For $x\ne\frac{\pi}{2}$, $f$ is continuous because the sum converges. This follows since the geometric series $\sum_{k=0}^\infty \sin^k(x)$ converges. We have to show continuity for $x=\frac{\pi}{2}$.
EDIT 2:
We claim that it is possible to show that \begin{align*} \cos(x)\sum_{k=0}^\infty \bigg(\prod_{l=1}^{k}\frac{2l}{2l+1}\bigg) \sin^{2k+1}(x)\leq \cos(x)\sum_{k=0}^\infty \frac{\sin^{2k+1}(x)}{\sqrt{2k+1}}=:g(x). \end{align*} Hence, it is left to prove that $g(x)$ is contiuous in $\frac{\pi}{2}$.
It is known that the function \begin{align*} \cos(x)\sum_{k=0}^\infty \sin^k(x)=\begin{cases} \frac{\cos(x)}{1-\sin(x)} & \text{for }\quad x\ne \frac{\pi}{2}\\ 0 & \text{for }\quad x= \frac{\pi}{2} \end{cases} \end{align*} is not continous.
Notice, in EDIT 1, there was a mistake. It should be but the square root as it is now, not the k-root.

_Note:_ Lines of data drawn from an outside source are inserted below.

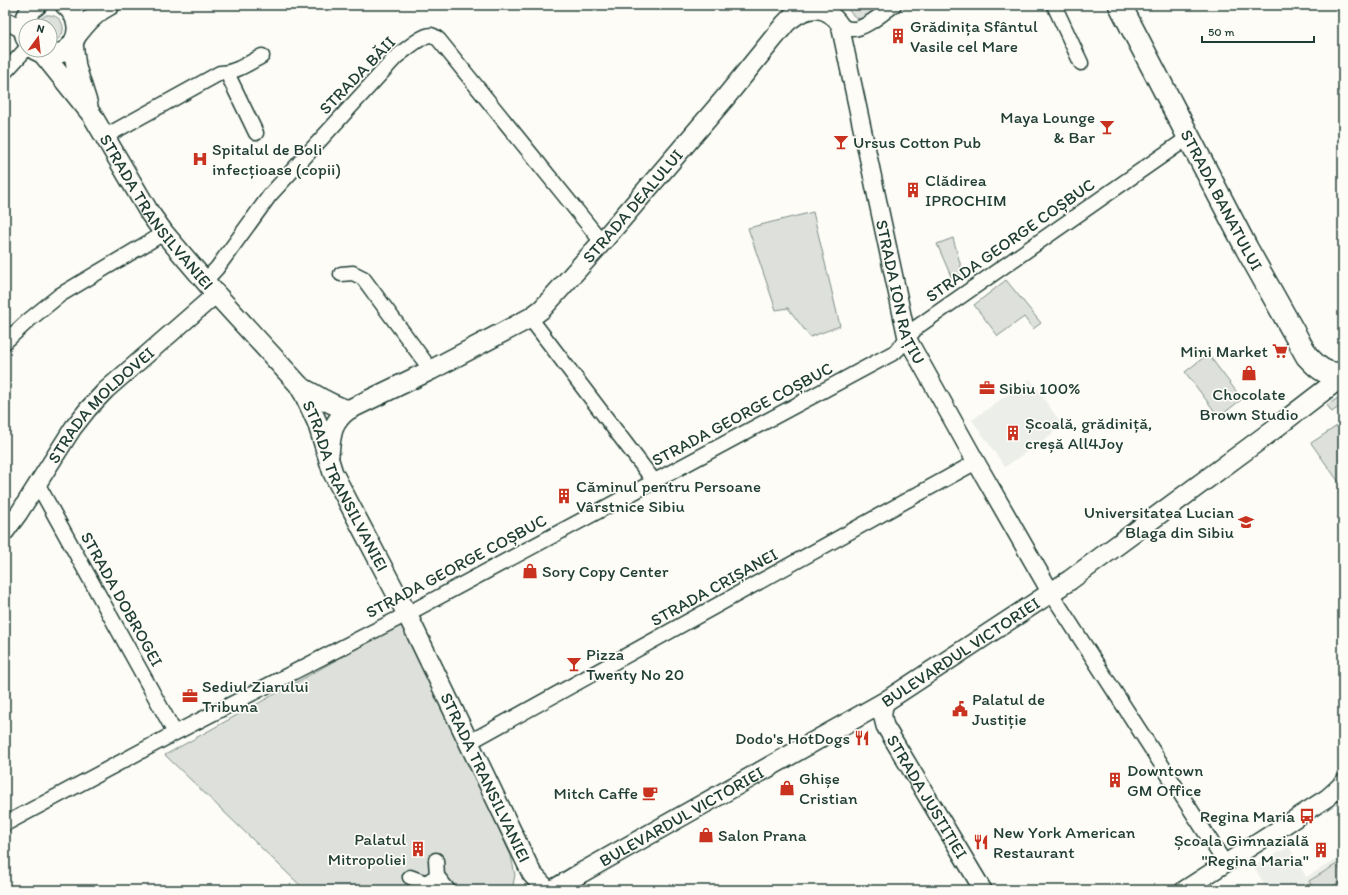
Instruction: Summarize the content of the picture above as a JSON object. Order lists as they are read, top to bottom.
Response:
{
  "streets": {
    "main road": [
      "STRADA BANATULUI",
      "STRADA DEALULUI",
      "STRADA TRANSILVANIEI",
      "BULEVARDUL VICTORIEI"
    ],
    "street": [
      "STRADA BĂII",
      "STRADA GEORGE COȘBUC",
      "STRADA ION RAȚIU",
      "STRADA MOLDOVEI",
      "STRADA CRIȘANEI",
      "STRADA DOBROGEI",
      "STRADA JUSTIȚIEI"
    ]
  },
  "crossings": [
    ["STRADA BĂII", "STRADA DEALULUI"],
    ["STRADA BĂII", "STRADA TRANSILVANIEI"],
    ["STRADA BĂII", "STRADA MOLDOVEI"],
    ["STRADA BANATULUI", "STRADA GEORGE COȘBUC"],
    ["STRADA BANATULUI", "BULEVARDUL VICTORIEI"],
    ["STRADA DEALULUI", "STRADA TRANSILVANIEI"],
    ["STRADA TRANSILVANIEI", "STRADA GEORGE COȘBUC"],
    ["STRADA TRANSILVANIEI", "STRADA MOLDOVEI"],
    ["STRADA TRANSILVANIEI", "STRADA CRIȘANEI"],
    ["STRADA GEORGE COȘBUC", "STRADA ION RAȚIU"],
    ["STRADA GEORGE COȘBUC", "STRADA DOBROGEI"],
    ["STRADA ION RAȚIU", "STRADA CRIȘANEI"],
    ["STRADA ION RAȚIU", "BULEVARDUL VICTORIEI"],
    ["STRADA MOLDOVEI", "STRADA DOBROGEI"],
    ["BULEVARDUL VICTORIEI", "STRADA JUSTIȚIEI"]
  ],
  "places": {
    "building": [
      "Grădinița Sfântul Vasile cel Mare",
      "Clădirea IPROCHIM",
      "Școală, grădiniță, creșă All4Joy",
      "Căminul pentru Persoane Vârstnice Sibiu",
      "Downtown GM Office",
      "Palatul Mitropoliei",
      "Școala Gimnazială \"Regina Maria\""
    ],
    "bar": ["Maya Lounge & Bar", "Ursus Cotton Pub", "Pizza Twenty No 20"],
    "hospital": ["Spitalul de Boli infecțioase (copii)"],
    "supermarket": ["Mini Market"],
    "shop": [
      "Chocolate Brown Studio",
      "Sory Copy Center",
      "Ghișe Cristian",
      "Salon Prana"
    ],
    "office": ["Sibiu 100%", "Sediul Ziarului Tribuna"],
    "school or university": ["Universitatea Lucian Blaga din Sibiu"],
    "public building": ["Palatul de Justiție"],
    "restaurant": ["Dodo's HotDogs", "New York American Restaurant"],
    "cafe": ["Mitch Caffe"],
    "bus stop": ["Regina Maria"]
  },
  "scale_bar": "50 m",
  "north": "top"
}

Maybe the Cauchy product helps. Define $$ h(x)=\sum_{k=0}^\infty a_k = \sum_{k=0}^\infty \bigg(\prod_{l=1}^{k}\frac{2l}{2l+1}\bigg)\sin^{2k+1}(x) $$ and $$ \cos(x)=\sum_{k=0}^\infty b_k=\sum_{k=0}^\infty (-1)^k\frac{x^{2k}}{(2k)!} $$ Then, $$ \cos(x)h(x) = \sum_{k=0}^\infty a_k \sum_{k=0}^\infty b_k = \sum_{k=0}^\infty c_k $$ where $ c_k=\sum_{i=0}^k a_i b_{k-i}$.
We calculate $c_k$ in this case $$ c_k=\sin^{2k+1}(x)\sum_{i=0}^k (-1)^i\frac{x^{2i}}{\sin^{2i}(x)}\frac{1}{(2i)!}\bigg(\prod_{l=1}^{k-i}\frac{2l}{2l+1}\bigg). $$ The hardest problem is now to show the convergence of $\sum_{k=0}^\infty c_k$.
Since is it known that $\cos(x)h(x)$ is continous for $x<\frac{\pi}{2}$, it is sufficient to show that the series $\sum_{k=0}^\infty c_k$ converges for $x=\frac{\pi}{2}$.